The Timberlane Regional School District Budget Committee, which includes the town of Sandown, reminded the superintendent it had asked for a flat budget, not the 2.75 percent increased budget he submitted. And it sent him back to come up with what it asked for.

Almost immediately after the Town Council meeting in Derry, we received a letter saying the cuts would mean drastic layoffs among fire and police, closure of the Recreation Department, and other scenarios of disaster. The Town Councilor whose name appeared on the email, however, knew nothing about the letter and did not write it.

It’s sad that valid questions about what a $2.50 per $1,000 tax cut would entail are tainted by an email using a false name and address. You won’t see the email because we have no idea who wrote it. We publish letters from people willing to stand up for their views, not from cowards.

The question raised, however, needs to be answered. Derry’s budget schedule offers plenty of time for those discussions to be aired publicly.

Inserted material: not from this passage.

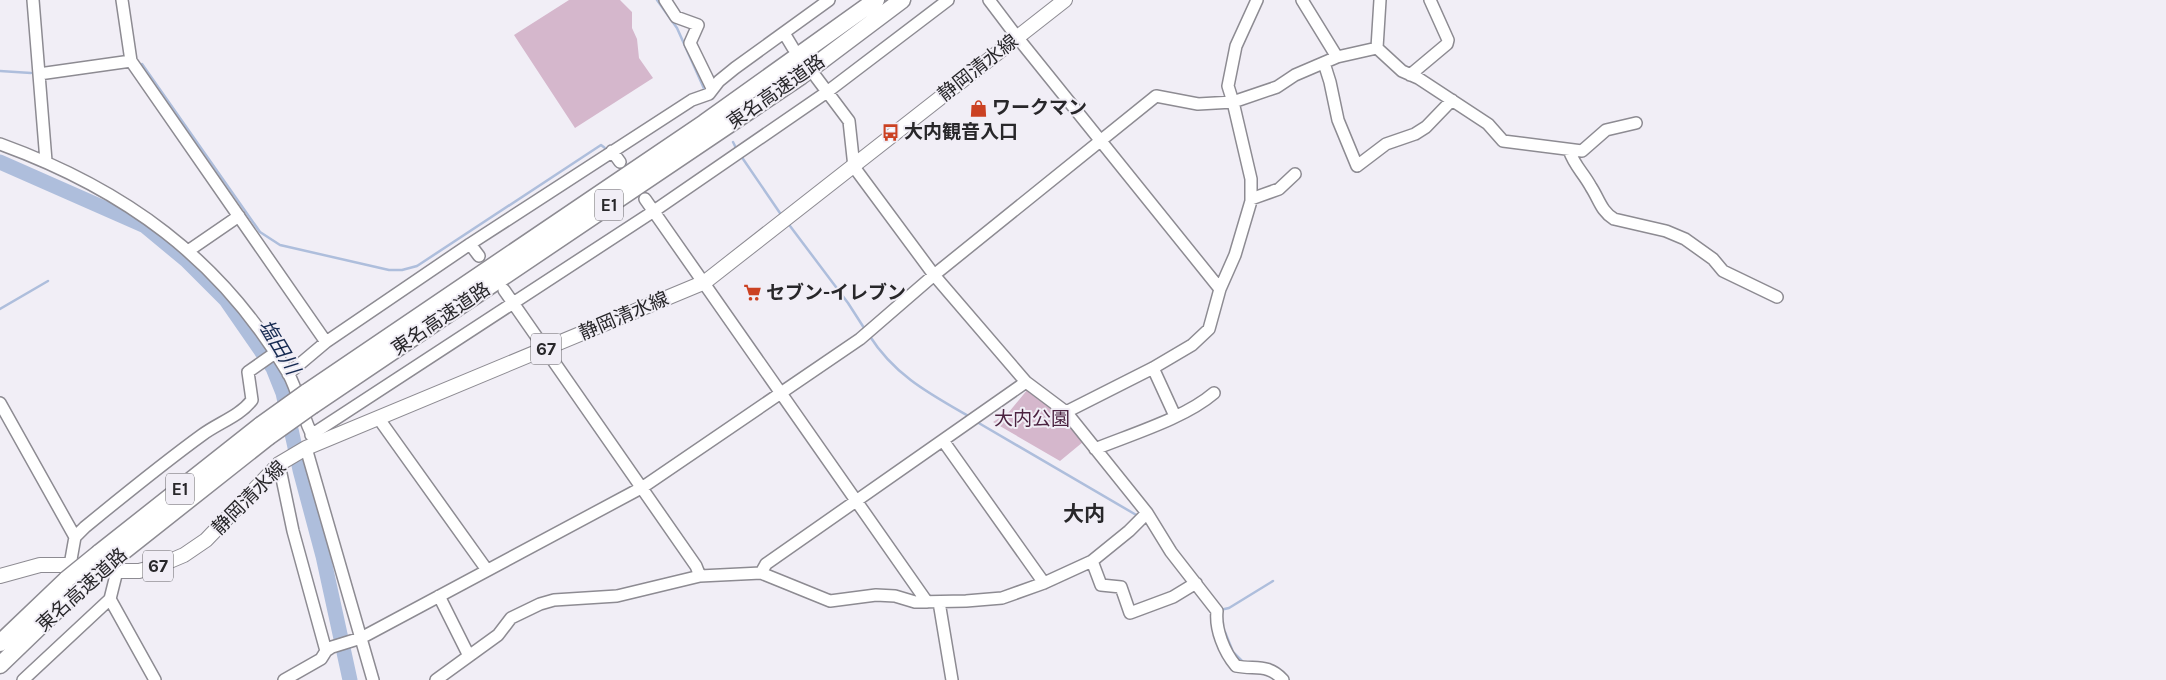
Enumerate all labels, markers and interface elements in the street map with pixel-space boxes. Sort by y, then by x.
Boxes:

In Timberlane, where budget and school board meetings have been both acrimonious and childish for months, the superintendent’s response to the budget committee request was to immediately suggest closing Sandown Central School. Several years ago, voters turned down a warrant article that would have shuttered that school. Now, without plans for what to do with the fourth and fifth graders in Sandown, such a response is curious. It almost looks like a “take that” to Arthur and Donna Green, a Sandown couple who sit on the budget committee and school board respectively, and who usually cast the only no votes on budget and school board motions.

Closing a school is a drastic measure that we would expect to take months if not years of planning. And in a four-town district, the burden of the budget cut would be placed solely on the children of Sandown.

It’s far from unreasonable to ask towns and school districts to look at budgets differently and to make major cuts, rather than further burdening taxpayers. The response should be neither defensive nor punitive. The budget does not belong to those who craft it, but to the residents as a whole.

Starting with a flat budget is a valid way to do things. Reacting with scare tactics is not the response we expect from adults.